**YOUR INSTRUCTIONS**.
Return the lines below exactly as they appear, please, starting with the first and ending with the one that contains "position:absolute; left:24px; top:24px;".

= Beginning of Section =

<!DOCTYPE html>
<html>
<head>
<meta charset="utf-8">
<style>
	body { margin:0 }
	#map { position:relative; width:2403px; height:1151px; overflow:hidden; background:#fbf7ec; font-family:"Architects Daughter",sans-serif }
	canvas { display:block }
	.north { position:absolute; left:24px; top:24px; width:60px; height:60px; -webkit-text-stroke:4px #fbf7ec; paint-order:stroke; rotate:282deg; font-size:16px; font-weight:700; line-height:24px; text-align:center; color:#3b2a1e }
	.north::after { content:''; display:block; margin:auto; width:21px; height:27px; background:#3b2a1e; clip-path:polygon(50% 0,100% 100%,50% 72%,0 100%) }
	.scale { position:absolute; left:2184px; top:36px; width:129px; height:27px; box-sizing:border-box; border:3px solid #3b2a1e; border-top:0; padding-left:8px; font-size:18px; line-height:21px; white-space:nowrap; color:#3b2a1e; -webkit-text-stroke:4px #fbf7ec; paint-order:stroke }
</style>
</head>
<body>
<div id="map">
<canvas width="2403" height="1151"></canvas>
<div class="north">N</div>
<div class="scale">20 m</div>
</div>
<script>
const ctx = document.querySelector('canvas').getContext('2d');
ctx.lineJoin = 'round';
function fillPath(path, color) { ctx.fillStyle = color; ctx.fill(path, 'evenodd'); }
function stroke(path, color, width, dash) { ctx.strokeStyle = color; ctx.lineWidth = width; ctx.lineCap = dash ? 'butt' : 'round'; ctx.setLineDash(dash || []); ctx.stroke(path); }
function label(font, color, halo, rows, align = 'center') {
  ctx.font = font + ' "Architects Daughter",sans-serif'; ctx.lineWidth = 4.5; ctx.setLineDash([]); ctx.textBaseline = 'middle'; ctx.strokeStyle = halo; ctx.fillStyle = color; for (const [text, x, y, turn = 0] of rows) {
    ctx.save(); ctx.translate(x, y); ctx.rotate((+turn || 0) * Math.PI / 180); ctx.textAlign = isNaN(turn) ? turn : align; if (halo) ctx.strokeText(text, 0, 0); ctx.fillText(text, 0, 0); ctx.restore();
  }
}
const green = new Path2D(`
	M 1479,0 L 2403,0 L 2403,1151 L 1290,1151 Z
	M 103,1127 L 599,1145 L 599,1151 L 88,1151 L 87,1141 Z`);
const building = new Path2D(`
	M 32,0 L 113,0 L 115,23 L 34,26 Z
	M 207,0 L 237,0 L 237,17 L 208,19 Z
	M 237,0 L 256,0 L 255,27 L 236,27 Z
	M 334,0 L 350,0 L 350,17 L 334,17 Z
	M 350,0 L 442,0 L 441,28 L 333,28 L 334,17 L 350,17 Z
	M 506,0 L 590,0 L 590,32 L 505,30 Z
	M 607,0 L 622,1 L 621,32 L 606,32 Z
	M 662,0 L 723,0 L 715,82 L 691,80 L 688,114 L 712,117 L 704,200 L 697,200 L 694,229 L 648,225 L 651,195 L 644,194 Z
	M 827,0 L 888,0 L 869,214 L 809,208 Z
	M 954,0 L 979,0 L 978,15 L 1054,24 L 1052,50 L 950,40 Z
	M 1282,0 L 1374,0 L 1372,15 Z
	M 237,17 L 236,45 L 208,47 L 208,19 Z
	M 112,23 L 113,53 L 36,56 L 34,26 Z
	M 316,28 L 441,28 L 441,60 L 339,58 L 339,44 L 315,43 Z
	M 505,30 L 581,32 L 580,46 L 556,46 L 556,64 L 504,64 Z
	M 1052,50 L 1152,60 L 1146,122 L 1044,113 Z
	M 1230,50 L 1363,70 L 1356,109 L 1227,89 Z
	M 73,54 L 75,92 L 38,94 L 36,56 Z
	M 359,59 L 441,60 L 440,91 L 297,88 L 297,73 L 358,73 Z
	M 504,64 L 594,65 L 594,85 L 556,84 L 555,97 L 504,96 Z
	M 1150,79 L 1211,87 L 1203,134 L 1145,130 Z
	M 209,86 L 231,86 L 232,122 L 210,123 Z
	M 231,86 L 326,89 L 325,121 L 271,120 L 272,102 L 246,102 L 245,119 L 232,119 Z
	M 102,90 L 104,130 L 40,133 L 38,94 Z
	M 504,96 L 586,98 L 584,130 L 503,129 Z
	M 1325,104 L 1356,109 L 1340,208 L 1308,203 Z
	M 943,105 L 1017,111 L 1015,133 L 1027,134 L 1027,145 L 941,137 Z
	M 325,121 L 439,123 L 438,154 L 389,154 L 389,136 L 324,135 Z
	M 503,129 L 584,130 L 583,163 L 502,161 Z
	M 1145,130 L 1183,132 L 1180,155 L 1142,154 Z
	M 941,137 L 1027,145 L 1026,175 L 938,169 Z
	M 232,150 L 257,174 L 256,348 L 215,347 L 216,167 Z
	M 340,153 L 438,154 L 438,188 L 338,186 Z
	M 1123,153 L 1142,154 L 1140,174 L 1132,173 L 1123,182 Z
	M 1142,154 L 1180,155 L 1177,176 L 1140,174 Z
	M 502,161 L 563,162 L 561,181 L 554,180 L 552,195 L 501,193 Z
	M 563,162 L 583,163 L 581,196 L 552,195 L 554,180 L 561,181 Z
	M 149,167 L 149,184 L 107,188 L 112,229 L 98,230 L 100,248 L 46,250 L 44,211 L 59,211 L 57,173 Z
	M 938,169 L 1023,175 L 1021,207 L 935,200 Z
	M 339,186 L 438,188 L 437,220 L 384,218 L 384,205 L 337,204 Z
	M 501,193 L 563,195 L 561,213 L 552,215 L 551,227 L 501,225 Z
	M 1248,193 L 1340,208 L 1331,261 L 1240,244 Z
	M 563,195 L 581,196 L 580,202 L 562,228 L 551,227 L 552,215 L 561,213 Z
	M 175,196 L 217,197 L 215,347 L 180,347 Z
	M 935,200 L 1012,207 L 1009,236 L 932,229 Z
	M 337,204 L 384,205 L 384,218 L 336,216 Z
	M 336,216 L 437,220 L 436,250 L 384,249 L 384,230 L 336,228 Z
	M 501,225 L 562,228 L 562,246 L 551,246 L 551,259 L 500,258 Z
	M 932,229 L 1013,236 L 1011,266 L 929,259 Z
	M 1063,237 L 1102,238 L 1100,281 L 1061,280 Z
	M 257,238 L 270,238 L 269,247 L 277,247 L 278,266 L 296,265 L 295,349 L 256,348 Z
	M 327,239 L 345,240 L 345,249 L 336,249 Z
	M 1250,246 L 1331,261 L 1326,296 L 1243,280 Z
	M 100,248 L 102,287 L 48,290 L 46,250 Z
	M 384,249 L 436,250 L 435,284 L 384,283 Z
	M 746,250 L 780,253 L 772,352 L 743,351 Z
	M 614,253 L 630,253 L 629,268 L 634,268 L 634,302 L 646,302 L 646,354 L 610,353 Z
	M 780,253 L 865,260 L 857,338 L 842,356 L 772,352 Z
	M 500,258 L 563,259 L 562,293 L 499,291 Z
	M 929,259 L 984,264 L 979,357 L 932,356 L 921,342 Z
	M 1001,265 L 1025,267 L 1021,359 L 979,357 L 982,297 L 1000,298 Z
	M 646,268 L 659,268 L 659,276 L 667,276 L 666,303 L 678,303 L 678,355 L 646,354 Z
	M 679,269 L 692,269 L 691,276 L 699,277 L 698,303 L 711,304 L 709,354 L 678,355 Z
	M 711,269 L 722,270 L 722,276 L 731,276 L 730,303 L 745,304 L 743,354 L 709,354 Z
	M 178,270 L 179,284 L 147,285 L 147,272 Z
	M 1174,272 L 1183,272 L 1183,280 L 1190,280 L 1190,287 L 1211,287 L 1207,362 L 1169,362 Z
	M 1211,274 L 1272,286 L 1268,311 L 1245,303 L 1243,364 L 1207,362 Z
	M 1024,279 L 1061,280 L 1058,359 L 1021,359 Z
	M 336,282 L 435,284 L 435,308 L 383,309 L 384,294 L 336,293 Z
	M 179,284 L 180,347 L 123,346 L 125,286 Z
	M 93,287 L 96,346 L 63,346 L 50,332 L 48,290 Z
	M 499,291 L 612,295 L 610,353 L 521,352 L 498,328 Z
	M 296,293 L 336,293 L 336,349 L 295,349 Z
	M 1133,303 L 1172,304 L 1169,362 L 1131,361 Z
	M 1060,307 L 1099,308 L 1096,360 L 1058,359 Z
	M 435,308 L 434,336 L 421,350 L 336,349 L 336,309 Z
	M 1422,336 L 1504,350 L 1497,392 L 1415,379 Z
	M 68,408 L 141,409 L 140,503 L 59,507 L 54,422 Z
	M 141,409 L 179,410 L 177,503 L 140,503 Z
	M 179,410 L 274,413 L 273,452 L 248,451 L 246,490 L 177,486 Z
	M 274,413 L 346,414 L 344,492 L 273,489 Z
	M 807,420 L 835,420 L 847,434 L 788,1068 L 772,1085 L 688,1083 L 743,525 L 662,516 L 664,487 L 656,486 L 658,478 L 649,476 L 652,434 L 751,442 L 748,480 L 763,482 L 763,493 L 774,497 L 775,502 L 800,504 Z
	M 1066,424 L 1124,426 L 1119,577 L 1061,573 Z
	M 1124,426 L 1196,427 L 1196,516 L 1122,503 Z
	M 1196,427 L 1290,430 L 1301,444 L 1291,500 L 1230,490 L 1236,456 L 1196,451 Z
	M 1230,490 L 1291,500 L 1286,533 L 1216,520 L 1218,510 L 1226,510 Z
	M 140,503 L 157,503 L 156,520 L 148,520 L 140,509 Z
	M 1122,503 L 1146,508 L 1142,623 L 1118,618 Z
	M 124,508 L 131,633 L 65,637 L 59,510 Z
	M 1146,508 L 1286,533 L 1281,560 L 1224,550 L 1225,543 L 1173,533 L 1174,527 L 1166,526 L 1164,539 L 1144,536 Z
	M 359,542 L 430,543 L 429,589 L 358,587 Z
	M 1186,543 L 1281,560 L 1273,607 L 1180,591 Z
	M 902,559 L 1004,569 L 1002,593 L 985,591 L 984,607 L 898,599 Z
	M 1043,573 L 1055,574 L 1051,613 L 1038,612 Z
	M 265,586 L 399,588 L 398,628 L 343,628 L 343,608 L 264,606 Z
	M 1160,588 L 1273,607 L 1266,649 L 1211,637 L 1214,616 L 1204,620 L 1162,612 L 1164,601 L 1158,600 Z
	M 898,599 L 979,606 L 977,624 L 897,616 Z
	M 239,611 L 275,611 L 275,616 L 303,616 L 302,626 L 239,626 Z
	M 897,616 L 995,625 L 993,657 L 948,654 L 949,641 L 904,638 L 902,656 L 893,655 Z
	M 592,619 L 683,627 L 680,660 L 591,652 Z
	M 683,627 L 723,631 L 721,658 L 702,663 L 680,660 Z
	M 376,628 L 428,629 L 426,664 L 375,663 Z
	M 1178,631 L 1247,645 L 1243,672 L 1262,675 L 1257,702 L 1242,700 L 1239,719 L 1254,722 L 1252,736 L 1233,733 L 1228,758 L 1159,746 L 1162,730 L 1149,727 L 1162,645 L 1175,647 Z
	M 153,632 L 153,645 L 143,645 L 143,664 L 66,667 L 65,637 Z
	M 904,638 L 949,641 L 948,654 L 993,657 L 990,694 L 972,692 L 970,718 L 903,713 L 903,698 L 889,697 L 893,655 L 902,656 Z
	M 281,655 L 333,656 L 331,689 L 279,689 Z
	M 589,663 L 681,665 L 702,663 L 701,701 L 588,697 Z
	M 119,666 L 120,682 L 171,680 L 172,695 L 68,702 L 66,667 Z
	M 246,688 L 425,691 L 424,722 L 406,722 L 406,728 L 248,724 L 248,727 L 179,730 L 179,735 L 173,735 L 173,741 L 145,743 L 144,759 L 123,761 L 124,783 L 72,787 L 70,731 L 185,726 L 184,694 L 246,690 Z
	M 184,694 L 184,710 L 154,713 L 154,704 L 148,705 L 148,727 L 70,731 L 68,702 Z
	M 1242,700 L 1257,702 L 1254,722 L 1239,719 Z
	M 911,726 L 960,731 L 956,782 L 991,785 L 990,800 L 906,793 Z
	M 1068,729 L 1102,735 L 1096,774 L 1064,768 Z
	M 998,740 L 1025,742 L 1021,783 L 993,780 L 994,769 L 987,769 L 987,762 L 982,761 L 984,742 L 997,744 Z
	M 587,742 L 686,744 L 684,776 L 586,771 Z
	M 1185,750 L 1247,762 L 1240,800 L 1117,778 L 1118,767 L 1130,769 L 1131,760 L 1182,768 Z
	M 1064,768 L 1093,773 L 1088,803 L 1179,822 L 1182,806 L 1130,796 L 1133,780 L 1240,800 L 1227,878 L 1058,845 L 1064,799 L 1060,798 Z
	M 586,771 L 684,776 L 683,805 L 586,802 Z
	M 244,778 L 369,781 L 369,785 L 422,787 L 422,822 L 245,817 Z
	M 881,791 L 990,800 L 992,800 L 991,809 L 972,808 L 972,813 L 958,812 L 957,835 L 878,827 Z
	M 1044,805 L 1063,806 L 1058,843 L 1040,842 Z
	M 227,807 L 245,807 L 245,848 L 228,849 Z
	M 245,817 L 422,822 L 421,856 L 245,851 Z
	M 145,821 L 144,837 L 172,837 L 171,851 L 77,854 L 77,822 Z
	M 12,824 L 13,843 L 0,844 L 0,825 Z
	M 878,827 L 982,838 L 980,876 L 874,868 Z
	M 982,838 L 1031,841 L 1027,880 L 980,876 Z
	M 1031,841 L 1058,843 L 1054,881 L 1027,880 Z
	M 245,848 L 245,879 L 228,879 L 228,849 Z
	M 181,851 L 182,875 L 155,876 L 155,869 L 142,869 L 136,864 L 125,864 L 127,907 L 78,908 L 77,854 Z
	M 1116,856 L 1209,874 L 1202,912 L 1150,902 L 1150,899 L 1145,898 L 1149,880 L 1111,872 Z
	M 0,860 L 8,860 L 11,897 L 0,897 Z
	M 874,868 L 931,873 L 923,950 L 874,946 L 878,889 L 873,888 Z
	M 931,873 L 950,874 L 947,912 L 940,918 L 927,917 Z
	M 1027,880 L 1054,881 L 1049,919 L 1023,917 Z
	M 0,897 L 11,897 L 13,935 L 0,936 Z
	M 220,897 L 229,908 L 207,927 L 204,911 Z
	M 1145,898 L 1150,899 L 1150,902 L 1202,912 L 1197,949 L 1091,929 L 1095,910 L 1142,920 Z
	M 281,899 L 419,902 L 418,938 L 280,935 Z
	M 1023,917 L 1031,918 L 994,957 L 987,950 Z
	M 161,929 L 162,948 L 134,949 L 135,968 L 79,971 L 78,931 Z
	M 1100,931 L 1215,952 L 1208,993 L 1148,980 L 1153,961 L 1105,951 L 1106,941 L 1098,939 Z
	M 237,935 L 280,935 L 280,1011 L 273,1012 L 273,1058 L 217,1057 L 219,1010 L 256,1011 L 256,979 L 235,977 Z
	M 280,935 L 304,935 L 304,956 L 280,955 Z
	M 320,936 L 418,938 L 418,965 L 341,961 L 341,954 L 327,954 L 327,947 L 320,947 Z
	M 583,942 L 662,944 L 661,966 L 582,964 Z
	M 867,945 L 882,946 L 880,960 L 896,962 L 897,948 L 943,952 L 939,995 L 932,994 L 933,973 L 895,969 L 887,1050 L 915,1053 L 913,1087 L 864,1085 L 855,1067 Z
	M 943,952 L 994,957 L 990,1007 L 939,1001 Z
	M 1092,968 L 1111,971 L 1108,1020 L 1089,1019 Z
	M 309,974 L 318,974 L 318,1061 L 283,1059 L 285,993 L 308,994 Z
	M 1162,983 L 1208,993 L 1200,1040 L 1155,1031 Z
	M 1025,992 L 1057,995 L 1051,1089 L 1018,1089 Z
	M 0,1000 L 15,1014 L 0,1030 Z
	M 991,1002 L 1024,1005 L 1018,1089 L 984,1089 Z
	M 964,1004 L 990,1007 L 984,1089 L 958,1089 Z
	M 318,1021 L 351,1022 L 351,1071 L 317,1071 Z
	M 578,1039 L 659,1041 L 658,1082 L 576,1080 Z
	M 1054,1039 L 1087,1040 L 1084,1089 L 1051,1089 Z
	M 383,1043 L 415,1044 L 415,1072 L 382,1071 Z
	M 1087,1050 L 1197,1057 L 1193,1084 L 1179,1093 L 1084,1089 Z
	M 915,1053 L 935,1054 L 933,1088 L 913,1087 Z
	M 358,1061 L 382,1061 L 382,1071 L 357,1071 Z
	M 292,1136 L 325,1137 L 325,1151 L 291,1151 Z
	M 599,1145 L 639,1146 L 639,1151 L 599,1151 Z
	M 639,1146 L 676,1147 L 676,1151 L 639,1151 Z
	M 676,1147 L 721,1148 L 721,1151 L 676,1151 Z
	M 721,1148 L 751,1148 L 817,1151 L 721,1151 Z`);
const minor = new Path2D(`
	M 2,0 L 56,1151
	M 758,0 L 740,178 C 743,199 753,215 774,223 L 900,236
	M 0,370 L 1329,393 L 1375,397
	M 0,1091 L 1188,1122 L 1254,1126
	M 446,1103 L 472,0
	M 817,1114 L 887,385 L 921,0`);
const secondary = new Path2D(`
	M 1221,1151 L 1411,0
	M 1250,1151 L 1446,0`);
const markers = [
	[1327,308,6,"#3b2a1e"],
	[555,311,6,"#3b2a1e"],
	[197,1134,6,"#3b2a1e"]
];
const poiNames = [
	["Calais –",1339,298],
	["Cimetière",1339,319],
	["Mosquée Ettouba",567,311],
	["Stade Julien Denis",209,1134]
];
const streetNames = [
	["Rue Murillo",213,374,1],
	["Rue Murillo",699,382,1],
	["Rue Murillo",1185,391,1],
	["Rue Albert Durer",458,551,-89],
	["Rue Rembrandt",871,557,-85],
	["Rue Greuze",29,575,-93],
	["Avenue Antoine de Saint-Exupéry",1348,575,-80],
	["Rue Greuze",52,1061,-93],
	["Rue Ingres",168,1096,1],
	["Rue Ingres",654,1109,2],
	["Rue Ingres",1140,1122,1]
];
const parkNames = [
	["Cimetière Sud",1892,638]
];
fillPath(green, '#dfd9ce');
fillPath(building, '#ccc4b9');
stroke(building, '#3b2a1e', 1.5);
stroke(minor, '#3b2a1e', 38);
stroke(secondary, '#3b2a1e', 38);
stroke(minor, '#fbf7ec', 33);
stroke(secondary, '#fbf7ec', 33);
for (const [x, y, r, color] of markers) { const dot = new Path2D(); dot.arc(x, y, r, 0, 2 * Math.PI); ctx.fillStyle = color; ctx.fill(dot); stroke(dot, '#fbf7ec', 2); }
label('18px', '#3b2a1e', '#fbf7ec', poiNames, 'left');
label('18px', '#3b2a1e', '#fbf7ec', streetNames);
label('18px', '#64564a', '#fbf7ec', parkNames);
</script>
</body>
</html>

= End of Section =

**SOLVED EXERCISE**.
<!DOCTYPE html>
<html>
<head>
<meta charset="utf-8">
<style>
	body { margin:0 }
	#map { position:relative; width:2403px; height:1151px; overflow:hidden; background:#fbf7ec; font-family:"Architects Daughter",sans-serif }
	canvas { display:block }
	.north { position:absolute; left:24px; top:24px; width:60px; height:60px; -webkit-text-stroke:4px #fbf7ec; paint-order:stroke; rotate:282deg; font-size:16px; font-weight:700; line-height:24px; text-align:center; color:#3b2a1e }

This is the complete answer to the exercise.